# TASK INSTRUCTIONS
In the data below, which lines hold "وادي"? Copy every one.
----------
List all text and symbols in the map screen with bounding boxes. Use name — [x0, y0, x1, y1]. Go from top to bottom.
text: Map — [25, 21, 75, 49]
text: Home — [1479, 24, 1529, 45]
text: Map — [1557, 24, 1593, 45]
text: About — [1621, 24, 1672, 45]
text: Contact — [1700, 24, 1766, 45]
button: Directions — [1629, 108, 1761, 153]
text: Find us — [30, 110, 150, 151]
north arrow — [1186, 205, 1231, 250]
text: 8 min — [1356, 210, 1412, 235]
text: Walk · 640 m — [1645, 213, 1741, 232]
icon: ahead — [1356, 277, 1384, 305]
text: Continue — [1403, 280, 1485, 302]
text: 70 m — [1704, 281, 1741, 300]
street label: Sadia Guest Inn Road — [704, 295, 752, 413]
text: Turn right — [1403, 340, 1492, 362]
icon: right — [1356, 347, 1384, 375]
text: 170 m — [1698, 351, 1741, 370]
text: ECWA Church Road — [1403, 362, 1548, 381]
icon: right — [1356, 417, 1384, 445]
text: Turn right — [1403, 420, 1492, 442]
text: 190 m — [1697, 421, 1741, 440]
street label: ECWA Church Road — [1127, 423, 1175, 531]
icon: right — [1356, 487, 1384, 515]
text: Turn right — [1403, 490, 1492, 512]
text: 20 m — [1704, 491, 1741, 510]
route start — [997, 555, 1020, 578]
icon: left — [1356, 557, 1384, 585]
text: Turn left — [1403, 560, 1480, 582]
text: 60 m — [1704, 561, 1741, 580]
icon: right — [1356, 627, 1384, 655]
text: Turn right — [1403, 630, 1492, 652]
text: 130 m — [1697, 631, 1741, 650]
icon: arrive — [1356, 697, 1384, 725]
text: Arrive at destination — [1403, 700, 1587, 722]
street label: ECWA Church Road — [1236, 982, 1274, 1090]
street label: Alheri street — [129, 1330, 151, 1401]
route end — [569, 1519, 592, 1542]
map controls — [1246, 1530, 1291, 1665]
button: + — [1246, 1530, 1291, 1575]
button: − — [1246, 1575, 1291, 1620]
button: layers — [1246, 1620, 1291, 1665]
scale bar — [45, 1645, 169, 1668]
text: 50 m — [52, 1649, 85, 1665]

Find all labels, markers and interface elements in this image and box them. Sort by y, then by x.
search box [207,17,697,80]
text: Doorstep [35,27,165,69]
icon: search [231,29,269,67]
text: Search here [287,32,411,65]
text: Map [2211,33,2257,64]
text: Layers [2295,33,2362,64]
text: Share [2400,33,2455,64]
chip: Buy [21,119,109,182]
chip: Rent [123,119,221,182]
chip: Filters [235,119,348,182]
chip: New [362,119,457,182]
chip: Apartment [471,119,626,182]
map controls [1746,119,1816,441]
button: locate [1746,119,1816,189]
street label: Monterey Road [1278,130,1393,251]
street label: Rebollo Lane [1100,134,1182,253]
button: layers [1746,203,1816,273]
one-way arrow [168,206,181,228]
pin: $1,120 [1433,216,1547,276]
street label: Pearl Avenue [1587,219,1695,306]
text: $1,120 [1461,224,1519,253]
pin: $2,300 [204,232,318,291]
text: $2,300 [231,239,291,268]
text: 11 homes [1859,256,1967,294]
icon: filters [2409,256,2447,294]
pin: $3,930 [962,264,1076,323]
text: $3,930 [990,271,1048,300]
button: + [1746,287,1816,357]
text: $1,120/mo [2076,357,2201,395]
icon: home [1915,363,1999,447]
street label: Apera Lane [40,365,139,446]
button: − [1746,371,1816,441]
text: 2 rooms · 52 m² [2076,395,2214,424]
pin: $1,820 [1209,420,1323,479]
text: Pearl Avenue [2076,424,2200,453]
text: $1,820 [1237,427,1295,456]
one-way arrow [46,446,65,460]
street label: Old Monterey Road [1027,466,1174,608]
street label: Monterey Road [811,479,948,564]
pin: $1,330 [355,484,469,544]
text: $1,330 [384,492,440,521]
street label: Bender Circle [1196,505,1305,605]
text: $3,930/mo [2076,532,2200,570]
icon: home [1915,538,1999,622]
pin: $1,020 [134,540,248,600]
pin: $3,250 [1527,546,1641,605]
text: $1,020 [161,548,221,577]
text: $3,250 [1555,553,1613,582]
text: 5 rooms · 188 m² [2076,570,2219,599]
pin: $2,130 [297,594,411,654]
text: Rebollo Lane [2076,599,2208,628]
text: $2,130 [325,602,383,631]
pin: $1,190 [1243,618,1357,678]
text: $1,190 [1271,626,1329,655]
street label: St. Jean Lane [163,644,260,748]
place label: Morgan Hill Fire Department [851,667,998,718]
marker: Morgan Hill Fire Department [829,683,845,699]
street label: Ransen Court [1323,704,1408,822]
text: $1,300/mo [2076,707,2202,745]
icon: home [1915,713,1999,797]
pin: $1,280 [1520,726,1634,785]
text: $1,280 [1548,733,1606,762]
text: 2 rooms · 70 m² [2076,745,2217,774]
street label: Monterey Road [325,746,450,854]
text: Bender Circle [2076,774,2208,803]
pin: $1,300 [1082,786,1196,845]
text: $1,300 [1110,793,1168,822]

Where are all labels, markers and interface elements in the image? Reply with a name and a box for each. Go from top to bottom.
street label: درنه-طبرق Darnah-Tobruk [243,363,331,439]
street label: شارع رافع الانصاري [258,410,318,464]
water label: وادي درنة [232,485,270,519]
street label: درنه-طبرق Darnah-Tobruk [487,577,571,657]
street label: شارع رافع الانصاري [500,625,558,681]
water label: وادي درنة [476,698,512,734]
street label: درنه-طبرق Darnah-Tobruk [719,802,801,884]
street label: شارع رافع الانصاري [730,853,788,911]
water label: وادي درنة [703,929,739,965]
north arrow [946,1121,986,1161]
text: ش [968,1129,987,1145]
----------
# FINISHED TASK
water label: وادي درنة [232,485,270,519]
water label: وادي درنة [476,698,512,734]
water label: وادي درنة [703,929,739,965]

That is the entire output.